In 1985, a group of engineers discovered a flaw in a design. Using engineer’s diligence, this team collected data, performed tests, ran some models, and came to a very scientific conclusion: under certain conditions, the most complex machinery in existence on Earth had a fatal flaw, and something needed to be done. They followed the chain of command, and told the appropriate management team.

That team ignored the report.

On January 28, 1986, the exact conditions specified in that report came to be, and the well-formulated set of conclusions derived by those same engineers six months prior came to pass.

Due to unusually cold conditions on the ground, the o-ring seals on two solid rocket boosters gave way. High-intensity flames erupted from the casing in the wrong place, forcing the booster into the main liquid fuel tank, rupturing the entire assembly. The resulting explosion and erratic expulsion of the two solid rocket boosters left a cloud of smoke whose shape has indelibly etched itself on the minds of all Americans (and especially all engineers). The passenger compartment of the vessel continued on its ascent until, at 65,000 feet elevation, gravity finally beat inertia. The compartment, and the seven brave souls still strapped inside, plummeted horrifically into the Atlantic Ocean. The vehicle known as the Space Shuttle Challenger ceased to exist.

That management team was wrong, dead wrong. I hope they’ve led miserable lives since the day they put facts aside for the sake of a government contract.

The engineering team, however, was right on the money. They did their best to avoid this tragedy, but were ignored. The lead man of that team, Roger Boisjoly, quit Morton-Thiokol and toured the country, speaking to engineering conferences about the value of quality; the failure of arrogance, ambition, and haste; and the ugly reality of corporate malfeasance. Roger died on January 6th, 2012. In my view, Roger and that entire team of engineers were American heroes.

I was working in the college computer lab on that day, trying to turn a Motorola 68000 processor into something other than a hotplate. We had the launch on the small TV, but were barely paying attention. By this time, shuttle launches were so routine the countdowns and announcements were as mundane as elevator music. But there is something special about the droning of repetitive launch instructions: the minute something is amiss, you know it. The tone changes: the monotone becomes the emotional, the drone of hard facts becomes the stuttering of uncertainty. Something was wrong. We turned, and saw the corkscrew plumes of death through that tiny screen.

My heart sank that day. Here I was, studying fervently to become a skilled technician. Technology was always my dream job, from the first time I saw Scotty fret over his dilithium chamber.
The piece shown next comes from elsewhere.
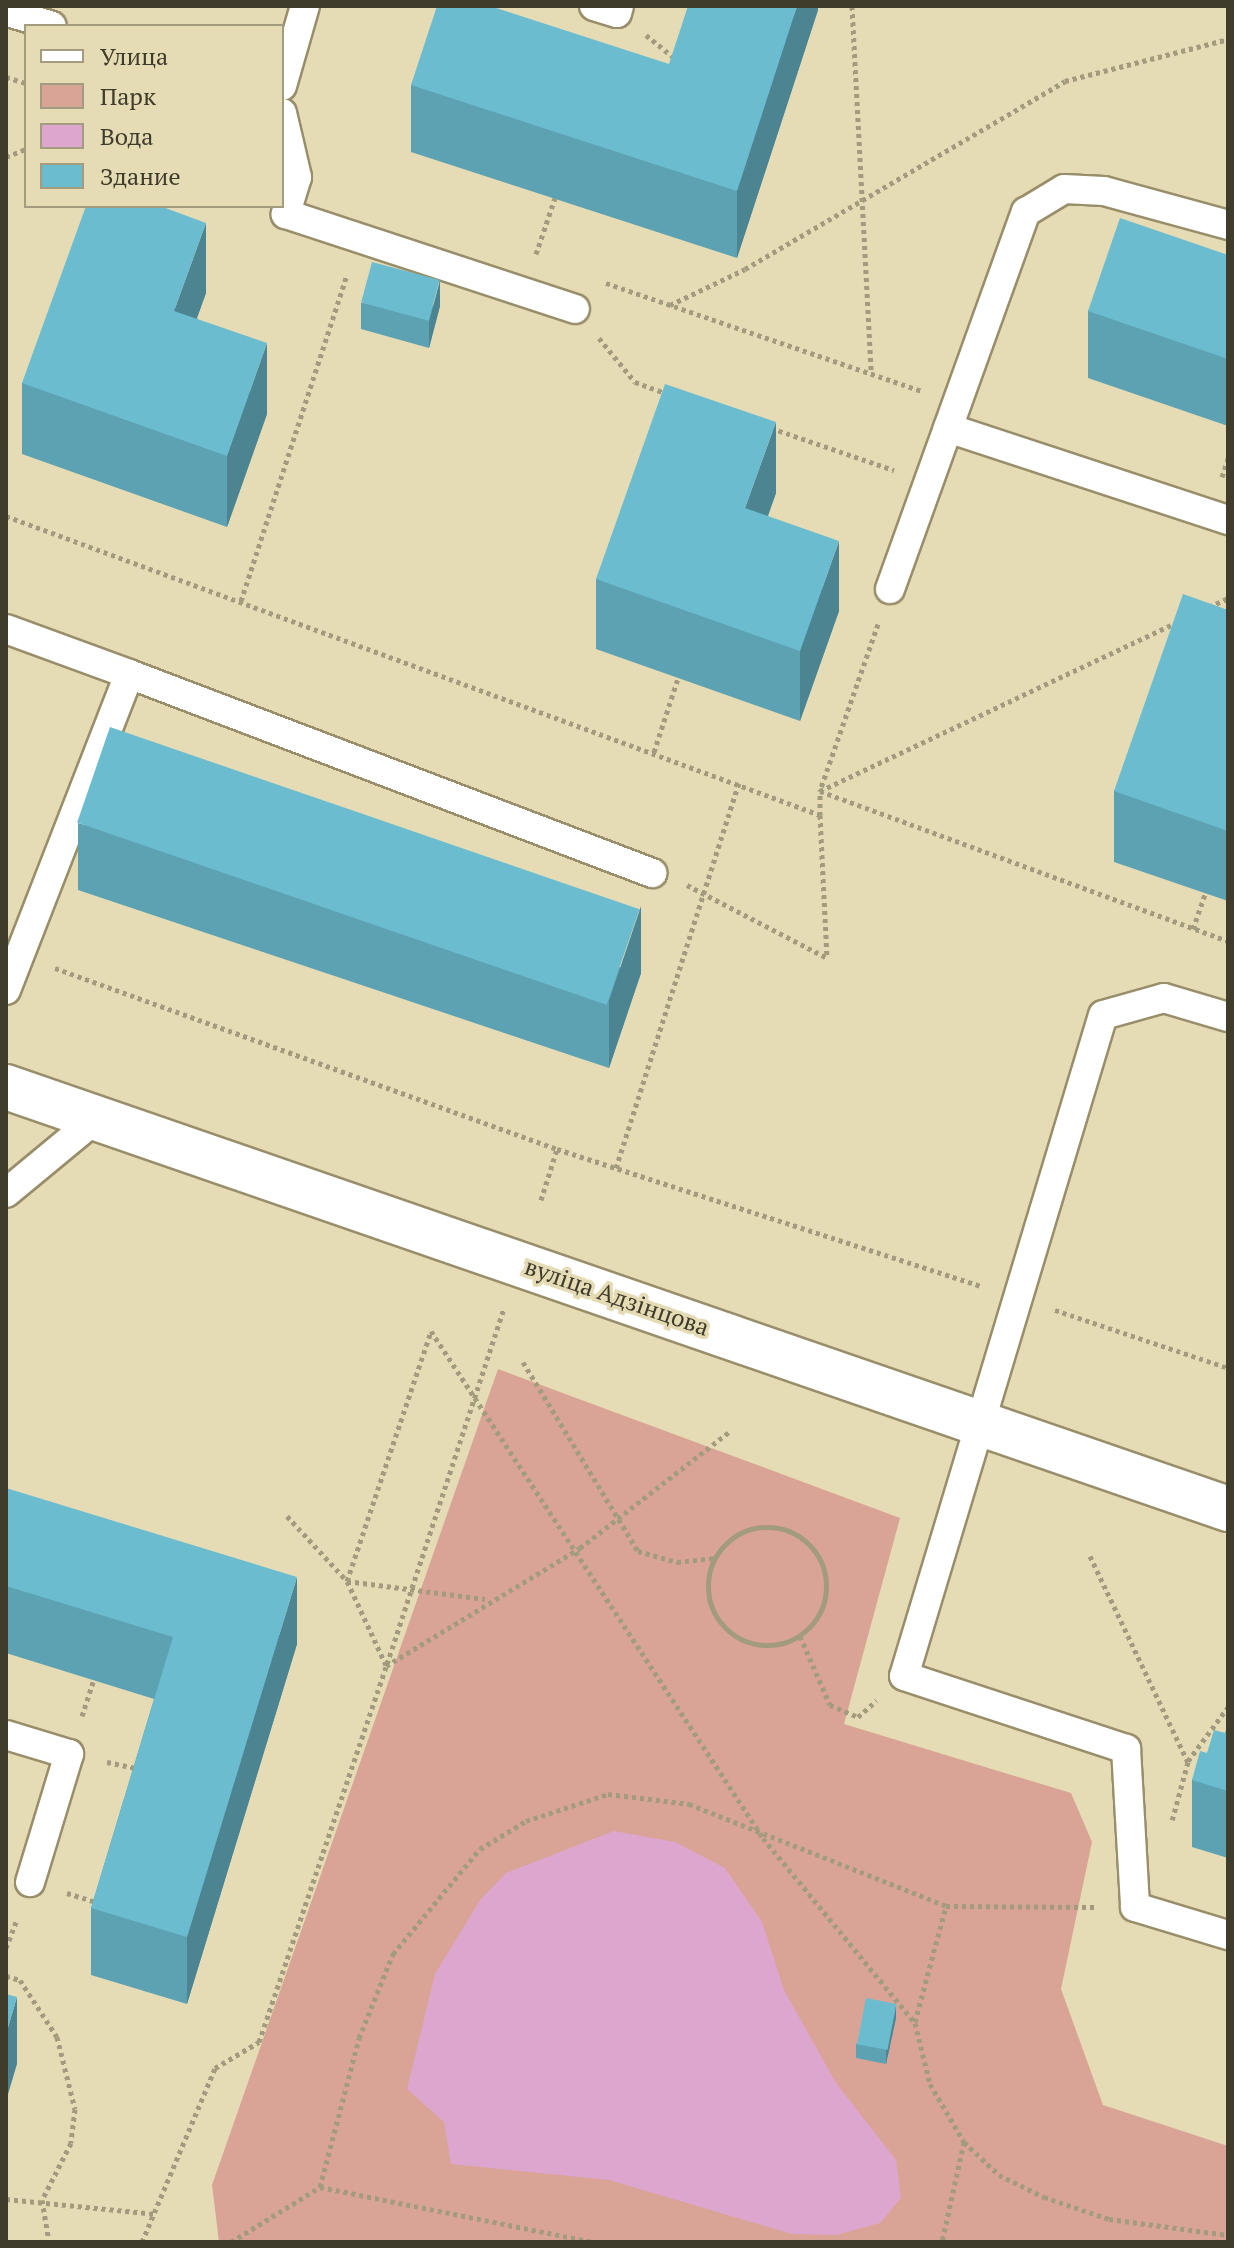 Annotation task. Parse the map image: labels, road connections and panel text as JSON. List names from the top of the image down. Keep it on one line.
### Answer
{"streets":{"main road":["вуліца Адзінцова"]},"legend":["Улица","Парк","Вода","Здание"]}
I took apart my Pong game, my radios, the family TV. I taught people how to work their VCRs and had to constantly clean the gunk out of my stepbrother’s Nintendo. I was programming in assembly and machine language and BASIC, but was really a hardware weenie. Circuit boards, op-amps, laser diodes, these were the shiz-nit. I loved physics, excelled at mathematics, and, plain and simply, loved making things work.

Yet there I was, watching technology die.

It’s not that technology ceased to exist. Au contraire, we were at the very beginning of the greatest technological revolution ever. It would simplify our lives, improve our productivity, extend our life, and connect the world. One cannot even compare the technology of 1986 with today. Touch screens? Optical chips? Dense wavelength digital multiplexing? Microminiature cameras? Still highly theoretical, if that, back then. We’ve made tremendous advancements, that 16-bit processor I would soon turn to slag is now a mere wafer in the I/O chip of that crappy PC your grandma uses to play Scrabble.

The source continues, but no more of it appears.